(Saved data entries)
....................
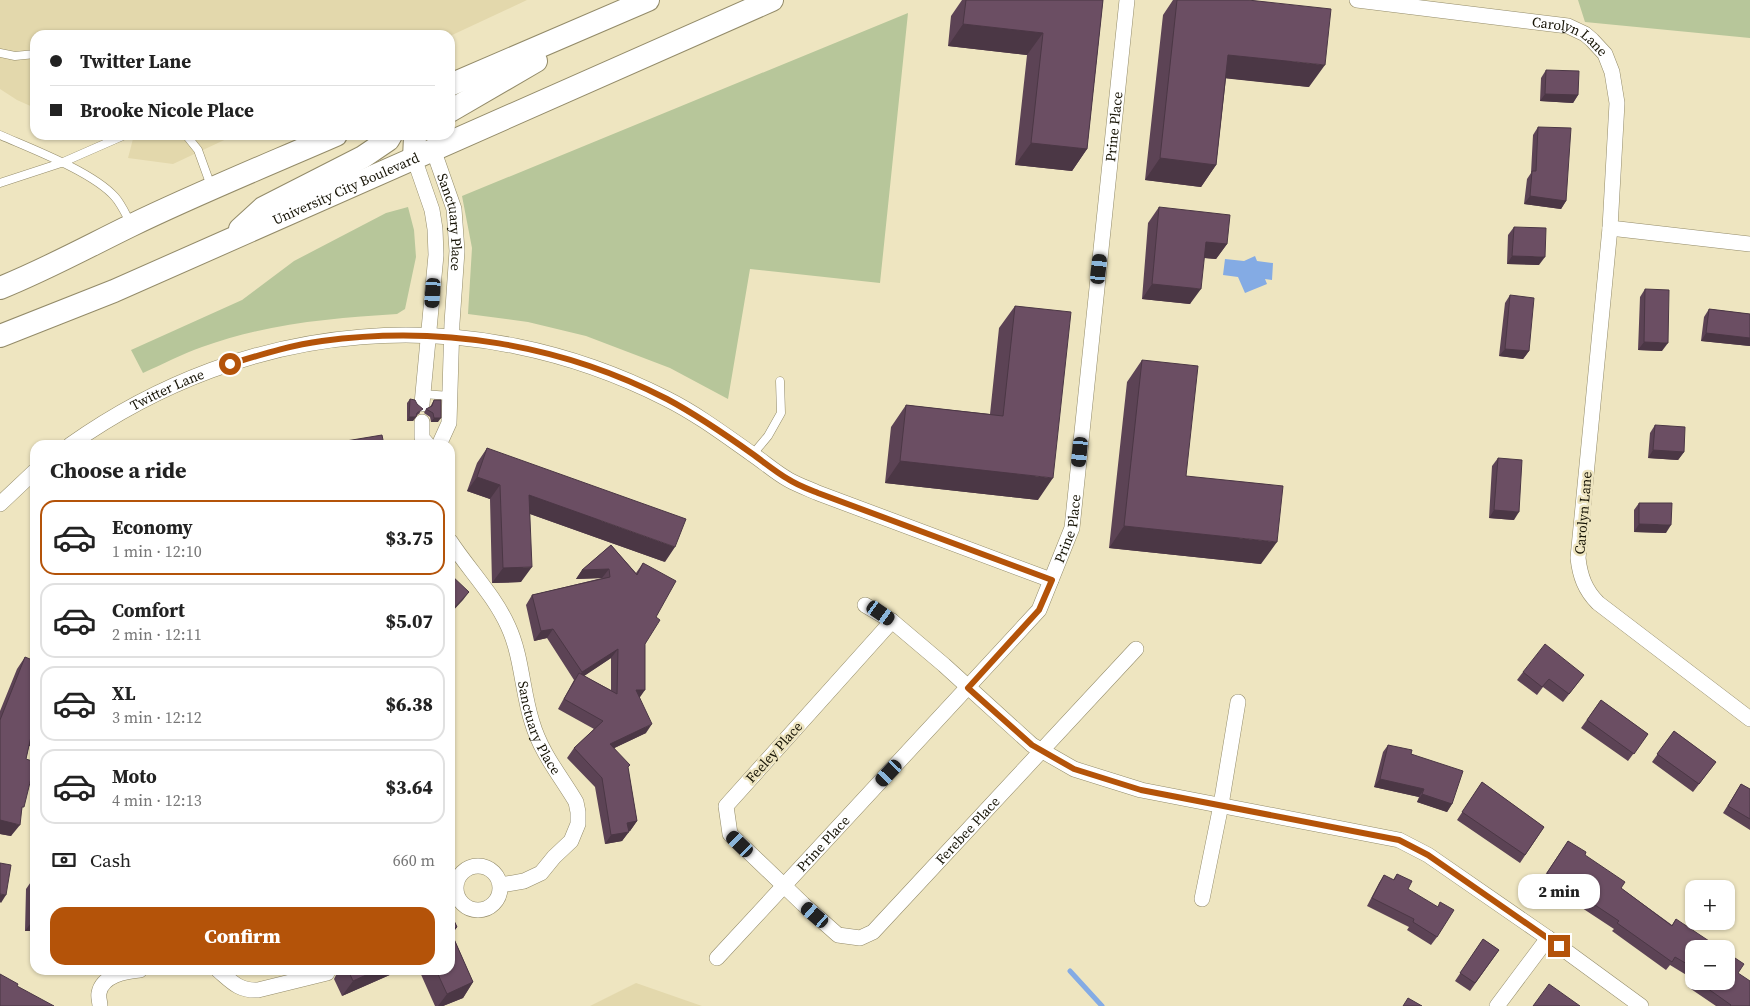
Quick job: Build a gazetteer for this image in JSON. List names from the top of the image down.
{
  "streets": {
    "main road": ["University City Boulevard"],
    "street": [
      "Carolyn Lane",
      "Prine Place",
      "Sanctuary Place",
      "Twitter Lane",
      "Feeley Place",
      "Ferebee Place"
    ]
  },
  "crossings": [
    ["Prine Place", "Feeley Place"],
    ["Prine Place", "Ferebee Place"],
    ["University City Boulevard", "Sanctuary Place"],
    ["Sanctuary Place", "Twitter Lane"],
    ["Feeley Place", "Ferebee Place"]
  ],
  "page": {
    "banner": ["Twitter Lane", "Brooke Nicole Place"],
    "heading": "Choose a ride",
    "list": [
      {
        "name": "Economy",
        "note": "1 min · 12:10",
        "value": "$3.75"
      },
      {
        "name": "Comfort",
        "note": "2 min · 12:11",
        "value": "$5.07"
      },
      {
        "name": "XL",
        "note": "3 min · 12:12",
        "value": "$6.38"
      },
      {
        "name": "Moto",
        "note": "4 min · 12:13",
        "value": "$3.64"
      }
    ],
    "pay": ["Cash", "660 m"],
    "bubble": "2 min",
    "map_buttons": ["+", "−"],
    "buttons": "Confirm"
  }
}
....................
**Task goal**.
Leave the pictures out and reproduce all of the records exactly.

**Task output**.
Quick job: Build a gazetteer for this image in JSON. List names from the top of the image down.
{
  "streets": {
    "main road": ["University City Boulevard"],
    "street": [
      "Carolyn Lane",
      "Prine Place",
      "Sanctuary Place",
      "Twitter Lane",
      "Feeley Place",
      "Ferebee Place"
    ]
  },
  "crossings": [
    ["Prine Place", "Feeley Place"],
    ["Prine Place", "Ferebee Place"],
    ["University City Boulevard", "Sanctuary Place"],
    ["Sanctuary Place", "Twitter Lane"],
    ["Feeley Place", "Ferebee Place"]
  ],
  "page": {
    "banner": ["Twitter Lane", "Brooke Nicole Place"],
    "heading": "Choose a ride",
    "list": [
      {
        "name": "Economy",
        "note": "1 min · 12:10",
        "value": "$3.75"
      },
      {
        "name": "Comfort",
        "note": "2 min · 12:11",
        "value": "$5.07"
      },
      {
        "name": "XL",
        "note": "3 min · 12:12",
        "value": "$6.38"
      },
      {
        "name": "Moto",
        "note": "4 min · 12:13",
        "value": "$3.64"
      }
    ],
    "pay": ["Cash", "660 m"],
    "bubble": "2 min",
    "map_buttons": ["+", "−"],
    "buttons": "Confirm"
  }
}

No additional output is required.